Debate erupted during a panel discussion here at an NBTA Europe conference last week when Irma Rinkel, travel manager for Dutch corporation Bluewater Energy Services, along with representatives from AirPlus International and BCD Travel, protested credit card merchant fees levied by KLM Royal Dutch Airlines and others. Such fees increase the cost of many tickets purchased in the Netherlands by between €7.50 (US$9.50) and €10 (US$13.67).
KLM in July 2009 imposed the credit card fees for transactions in global distribution systems. Before that, fees had applied only to transactions through online channels. KLM extended the policy to tickets purchased through GDSs for its lower booking classes once the GDSs developed better technology to customize airline surcharges for credit card merchant fees, said KLM vice president of e-sales Dries Klein.
"We had discussions with KLM--the most important airline for us, as it's the home market--about this during contract negotiations," Rinkel told The Transnational. "They were very clear: KLM does not benefit from credit card payments and there are good alternatives, so KLM will not pay the merchant fee any longer. Most credit card companies and TMCs had the same point of view: The corporate is the one who benefits most from credit card payments (lower transaction fees, management reports) so [the airline] passes it on to the corporate customer."
Klein claimed the impact on the corporate market is limited because the fees apply only to tickets purchased in heavily restricted booking classes, generally not favored by corporate travelers.
BCD Travel vice president of credit card programs Mario Kriebel, disagreed, noting that many corporations seek to contain spend by booking tickets in lower airfare categories.
For Bluewater, Rinkel said 1,000 of its 3,000 tickets purchased year to date had been hit with the KLM fee or similar fees charged by Brussels Airlines and Finnair. She estimated that the total cost of those merchant fees--roughly $10 per ticket--was $3,000.
"Business travel starts to be a labyrinth of fees," Rinkel said, noting unbundled pricing for airlines, hotels and travel management companies. "Who knows what to expect next from full-service carriers? A charge when you use the toilet on board? A charge for check-in at the airport? A vending machine on board so you can get your own coffee? The current situation makes it difficult to manage the total travel costs and the total costs per trip."

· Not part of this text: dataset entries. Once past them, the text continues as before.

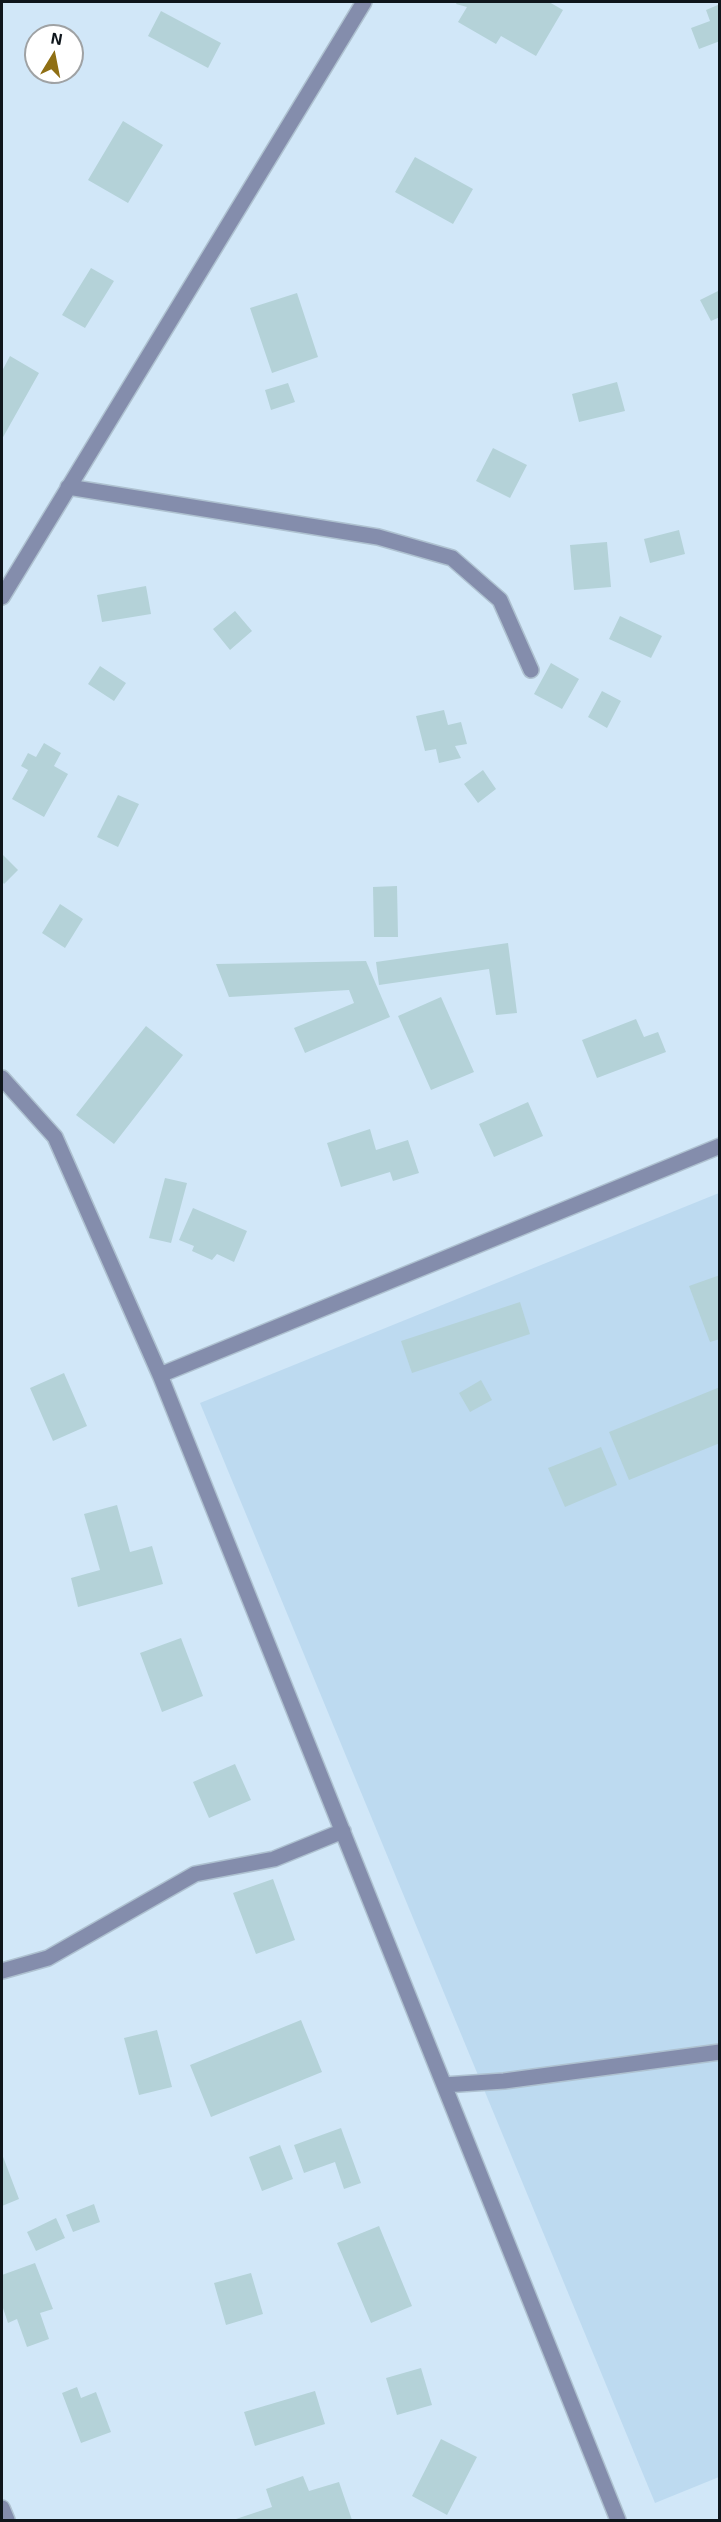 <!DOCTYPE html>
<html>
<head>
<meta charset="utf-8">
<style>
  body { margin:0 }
  #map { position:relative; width:721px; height:2522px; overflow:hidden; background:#d1e7f8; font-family:"Exo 2",sans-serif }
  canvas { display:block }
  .frame { position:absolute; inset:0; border:3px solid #0f161c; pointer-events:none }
  .north { position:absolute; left:24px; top:24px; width:60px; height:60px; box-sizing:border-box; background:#fff; border:2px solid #9fa2a4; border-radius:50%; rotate:10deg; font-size:16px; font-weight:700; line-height:24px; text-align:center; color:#0f161c }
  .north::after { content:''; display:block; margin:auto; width:21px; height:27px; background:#8f6f14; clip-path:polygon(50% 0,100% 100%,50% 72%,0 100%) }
</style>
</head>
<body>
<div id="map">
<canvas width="721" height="2522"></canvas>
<div class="frame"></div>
<div class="north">N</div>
</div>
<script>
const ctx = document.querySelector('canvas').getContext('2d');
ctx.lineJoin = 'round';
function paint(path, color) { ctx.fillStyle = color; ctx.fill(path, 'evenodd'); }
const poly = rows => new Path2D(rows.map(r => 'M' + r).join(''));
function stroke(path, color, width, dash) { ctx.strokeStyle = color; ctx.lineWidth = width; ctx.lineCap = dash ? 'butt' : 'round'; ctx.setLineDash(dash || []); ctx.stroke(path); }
const built = poly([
  [719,1193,719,2477,655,2503,200,1403]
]);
const building = poly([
  [457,2,549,2,563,10,536,56,501,36,496,44,458,22,467,7,456,4],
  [720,4,720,41,699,49,691,28,710,21,706,10],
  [161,11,221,43,208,68,148,36],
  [123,121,163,145,128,203,88,180],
  [415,157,473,189,453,224,395,192],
  [91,268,114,281,85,328,62,315],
  [720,290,720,317,711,321,700,300],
  [297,293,318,357,272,373,250,308],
  [10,356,39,373,2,439,2,371],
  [617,382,625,411,579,422,572,394],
  [288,383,295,402,271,410,265,390],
  [493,448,527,465,510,498,476,481],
  [679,530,685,554,650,563,644,539],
  [607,542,611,587,574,590,570,545],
  [146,586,151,614,102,622,97,595],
  [235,611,252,631,230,650,213,629],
  [620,616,662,636,651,658,609,639],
  [551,663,579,679,562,709,534,694],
  [100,666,126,683,114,701,88,684],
  [602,691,621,701,607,728,588,717],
  [444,710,448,725,461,722,467,744,455,746,461,758,439,763,436,749,425,751,416,716],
  [44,743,61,753,54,766,68,774,44,817,12,799,28,770,21,766,28,753,36,757],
  [483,770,496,789,478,803,464,784],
  [118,795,139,804,118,847,97,837],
  [2,854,18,870,4,884,2,881],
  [397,886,398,937,374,937,373,887],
  [60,904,83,919,65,948,42,933],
  [508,943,517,1013,496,1015,489,969,379,985,376,962],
  [366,961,390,1017,305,1053,294,1028,354,1003,349,990,229,997,216,964],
  [441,997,474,1072,431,1090,398,1016],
  [636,1019,644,1037,658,1032,666,1052,597,1078,582,1040],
  [146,1026,183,1055,114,1144,76,1115],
  [528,1102,543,1136,494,1157,479,1124],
  [370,1129,376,1150,408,1140,419,1173,393,1181,390,1172,341,1187,327,1143],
  [165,1178,187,1183,171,1243,149,1238],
  [193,1208,247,1231,234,1262,217,1254,212,1260,192,1251,194,1246,179,1240],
  [720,1275,720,1339,710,1342,689,1286],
  [520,1302,530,1334,412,1373,401,1341],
  [64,1373,87,1426,53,1441,30,1388],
  [481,1380,492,1400,470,1412,459,1393],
  [720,1387,720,1443,629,1480,609,1432],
  [601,1447,617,1485,565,1507,548,1468],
  [117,1505,130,1552,152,1546,163,1584,78,1607,71,1578,100,1570,84,1514],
  [181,1638,203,1696,162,1712,140,1653],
  [235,1764,251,1800,209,1818,193,1782],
  [273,1879,295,1940,256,1954,233,1893],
  [301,2020,322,2072,211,2117,190,2065],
  [157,2030,172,2087,139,2095,124,2038],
  [341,2128,361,2183,344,2189,335,2162,304,2173,294,2145],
  [280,2145,293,2179,262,2191,249,2157],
  [2,2154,19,2199,2,2206],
  [94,2204,100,2222,73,2232,66,2215],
  [56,2218,65,2238,36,2251,27,2232],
  [379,2226,412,2306,371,2323,337,2243],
  [35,2263,53,2309,40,2313,49,2339,27,2347,17,2319,8,2323,2,2305,2,2275],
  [251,2273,263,2314,226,2325,214,2283],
  [421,2368,432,2405,397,2415,386,2378],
  [77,2387,81,2398,96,2392,111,2432,81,2443,62,2393],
  [315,2391,325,2424,255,2446,244,2412],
  [441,2439,477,2457,447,2515,412,2496],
  [303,2476,309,2491,339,2482,352,2520,233,2520,272,2507,266,2489]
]);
const minor = poly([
  [68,487,378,537,452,558,500,600,531,670],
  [2,597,364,2],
  [2,1078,55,1137,160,1375,618,2520],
  [160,1375,720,1146],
  [2,1971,48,1958,195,1874,274,1859,343,1831],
  [444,2085,504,2081,720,2052],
  [2,2508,7,2520]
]);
paint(built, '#bddaf0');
paint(building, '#b4d2d8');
stroke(minor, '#aec1d0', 18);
stroke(minor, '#848dac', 15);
</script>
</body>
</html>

Rinkel said she fears other airlines will adopt the credit card surcharges and that KLM will extend its policy to cover all booking classes. "In that case, it will cost us about $30,000 [during the first six months of a year]. I don't know where it will end. It's already pretty accepted."
BCD's Kriebel agreed. "We are not talking about peanuts; other airlines will jump on this," he said. "Educate your finance people. It's just the European airlines that are doing this; the other airlines are watching."
Finnair applies a €7.50 (US$9.50) per ticket charge in the Netherlands, and an official confirmed that the carrier in October is planning a similar surcharge in Finland for credit card transactions via travel agents. In Sweden, Air France and KLM last month rescinded a policy that imposed surcharges on credit card bookings via agencies (excluding corporate net fares). "The Swedish government has issued a law that forbids surcharging credit card payments as of 1 August 2010," according to an Air France spokeswoman. "In order to comply with the law, Air France-KLM has withdrawn its credit card surcharge in Sweden."
In the United States, United Airlines has enacted policies to require some purchasers--including certain smaller travel agencies and those buying consolidator fares--to establish and use their own credit card merchant agreements, thereby moving merchant fees down the line to consumers.
"Ancillary fees or credit card fees are here to stay," said panelist Michiel Verhaagen, executive vice president in Europe for AirPlus. "It's massive what airlines are gathering in revenues from ancillary fees."
The panelists, excluding KLM's Klein, agreed that splitting the credit card cost--instead of shifting it entirely to buyers--would be an agreeable solution.